Re: "How Does Light 'Know' How Fast to Travel?"
- From: bz <bz+spr@xxxxxxxxxxxxxxxxxxxx>
- Date: Tue, 4 Sep 2007 11:54:04 +0000 (UTC)
faJohn Kennaugh <JKNG@xxxxxxxxxxxxxxxxxxxxxxxxxxxxxxx> wrote in
news:6PboZQGjgR3GFwNV@xxxxxxxxxxxxxxxxxxxxxxxxxxxxxxx:
The first order effect is the same as acoustic Doppler where the source
is always what moves never the observer.
False. Either the source or the observer may be in motion. Doppler depends
on relative velocity of source and observer.
Ride in a car at 60 mph down the highway and have a driver in a stationary
car beside the road blow his horn. You will observe the SAME Doppler effect
shift that you would observe if you were stationary and a car passing at 60
mph blew its horn.
This comes from the fact that
the second postulate is describing exactly what an observer stationary
w.r.t the propagating medium would observe.
You can even ride the wind in a hot air balloon and notice the Doppler
effect as you go by the stationary car.
While the driver in a 2nd stationary car does NOT notice any Doppler effect
from the wind's causing the air to move, you, riding with the air, will
hear the Doppler shift.
The FACT is that there are Doppler shifts when the sound waves enter the
medium and again when the sound waves leave the medium.

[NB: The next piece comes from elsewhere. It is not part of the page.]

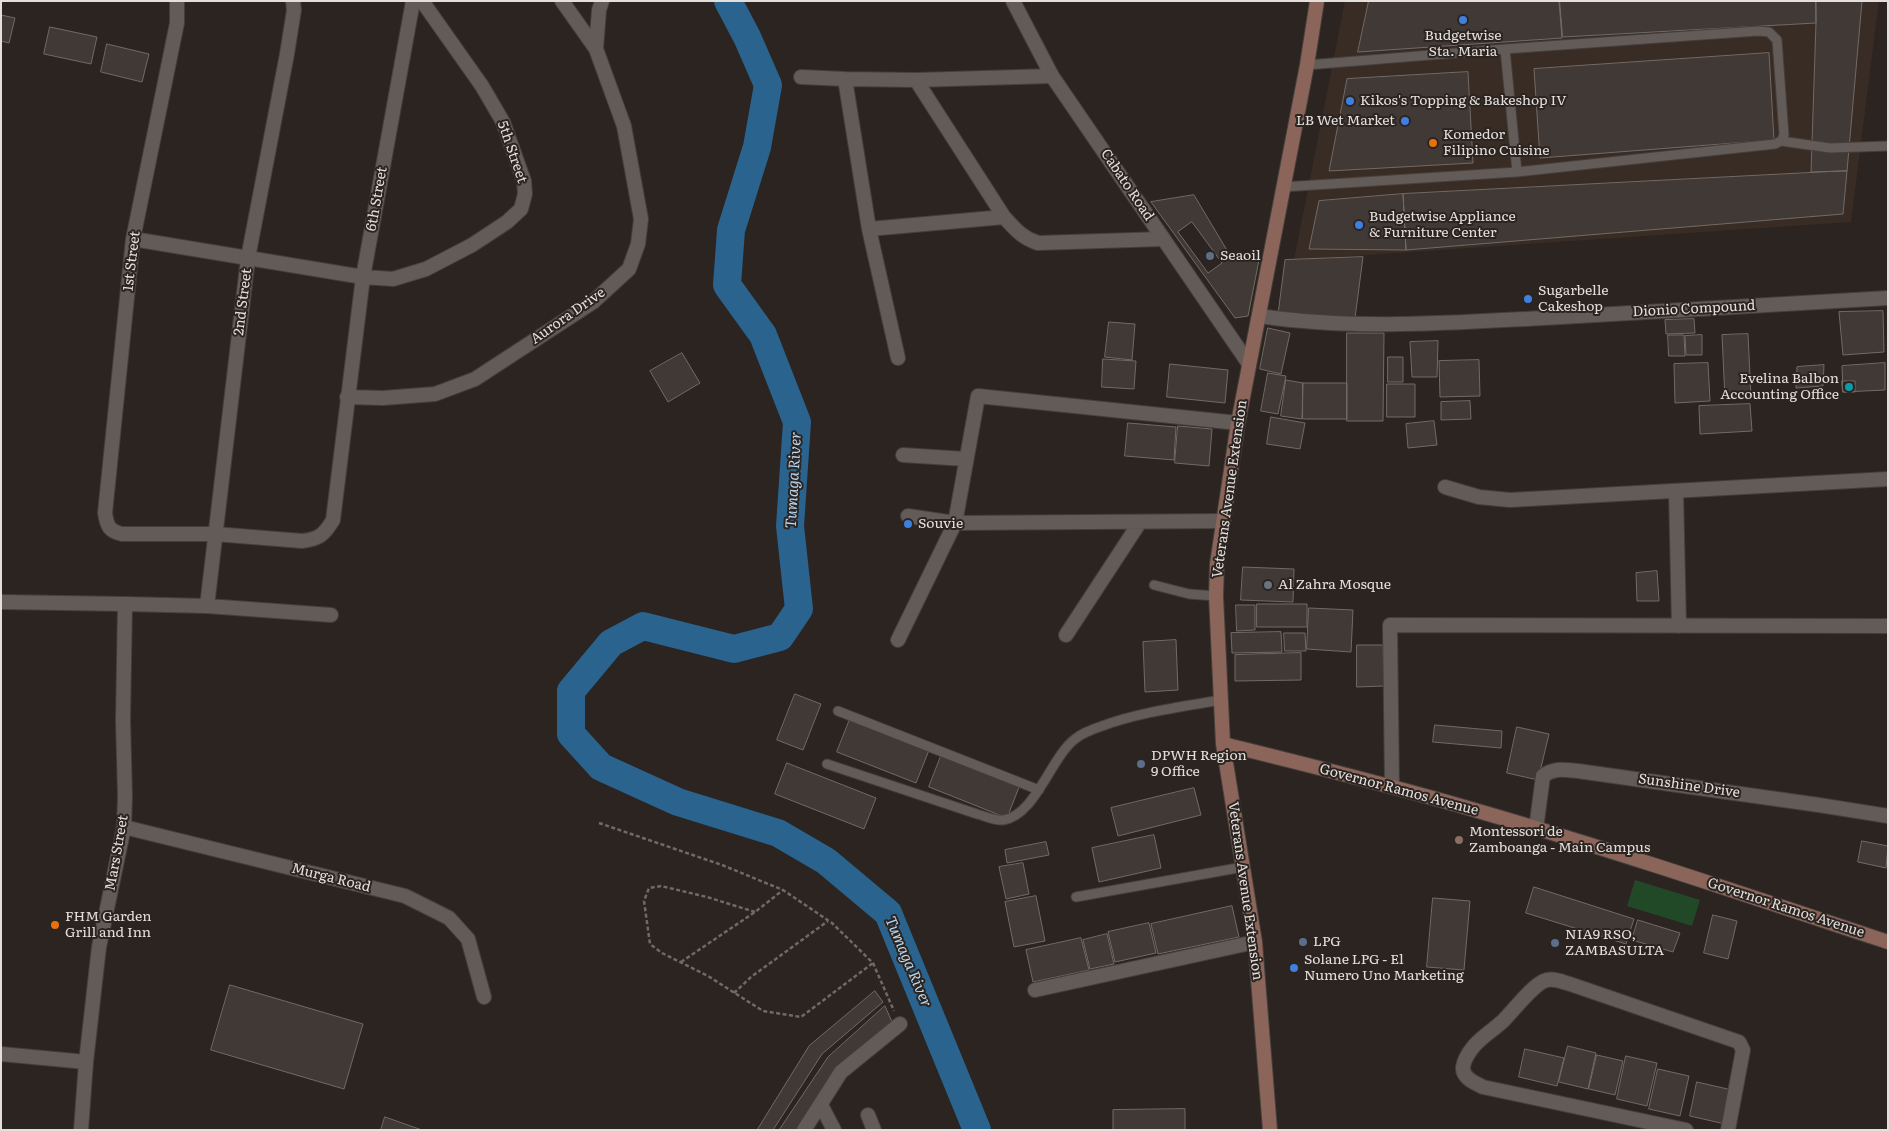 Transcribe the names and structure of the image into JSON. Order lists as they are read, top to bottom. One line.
{"streets":{"main road":["Veterans Avenue Extension","Governor Ramos Avenue"],"street":["5th Street","Cabato Road","6th Street","1st Street","2nd Street","Dionio Compound","Aurora Drive","Sunshine Drive","Mars Street","Murga Road"]},"crossings":[["5th Street","6th Street"],["5th Street","1st Street"],["5th Street","2nd Street"],["Cabato Road","Veterans Avenue Extension"],["6th Street","1st Street"],["6th Street","2nd Street"],["6th Street","Aurora Drive"],["Dionio Compound","Veterans Avenue Extension"],["Veterans Avenue Extension","Governor Ramos Avenue"],["Sunshine Drive","Governor Ramos Avenue"],["Mars Street","Murga Road"]],"water":["Tumaga River"],"places":["Budgetwise Sta. Maria","Kikos's Topping & Bakeshop IV","LB Wet Market","Komedor Filipino Cuisine","Budgetwise Appliance & Furniture Center","Seaoil","Sugarbelle Cakeshop","Evelina Balbon Accounting Office","Souvie","Al Zahra Mosque","DPWH Region 9 Office","Montessori de Zamboanga - Main Campus","FHM Garden Grill and Inn","LPG","NIA9 RSO, ZAMBASULTA","Solane LPG - El Numero Uno Marketing"]} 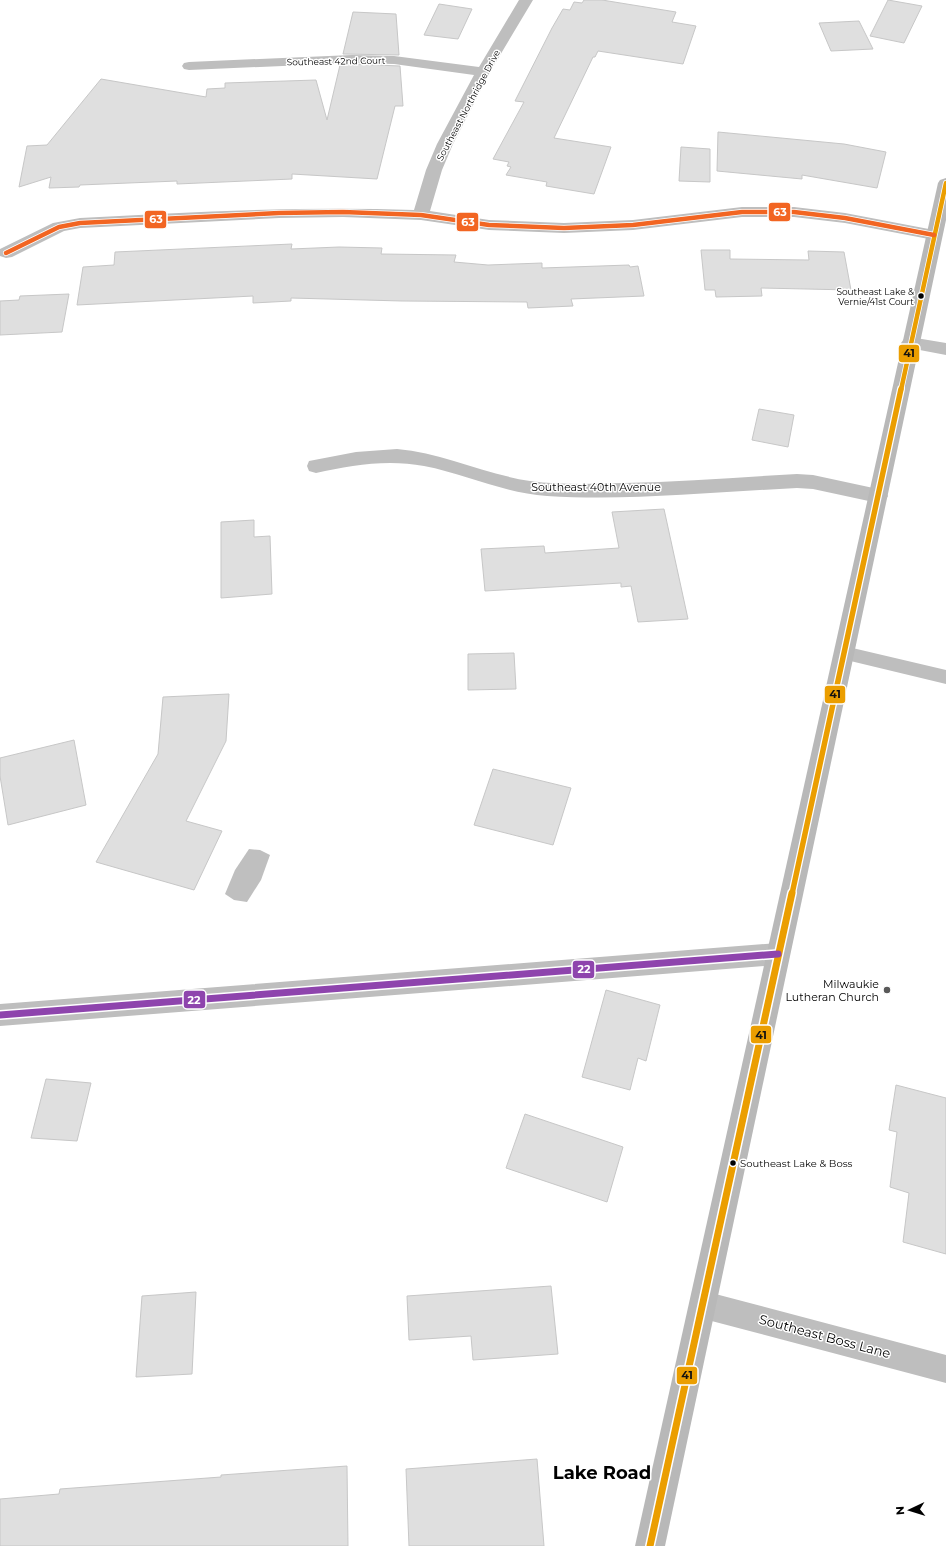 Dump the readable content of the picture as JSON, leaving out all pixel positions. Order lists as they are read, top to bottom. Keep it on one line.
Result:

Those shifts cancel
each other out.
Ah ha, you say, what if the winds were gusty and a gust were blowing where
the source was located but not where the observer was located? A Doppler
shift would still not be noticed because somewhere between the source and
the observer a second Doppler shift would take place.
Motion of the medium, or relative to the medium, if one exists, cancels
out, as far as Doppler shift is concerned.
However, a cross wind will effect the propagation losses and the time the
propagation takes, hence MMX's failure to show motion of the aether was the
death blow for that model.
--
bz
please pardon my infinite ignorance, the set-of-things-I-do-not-know is an
infinite set.
bz+spr@xxxxxxxxxxxxxxxxxxxx remove ch100-5 to avoid spam trap
.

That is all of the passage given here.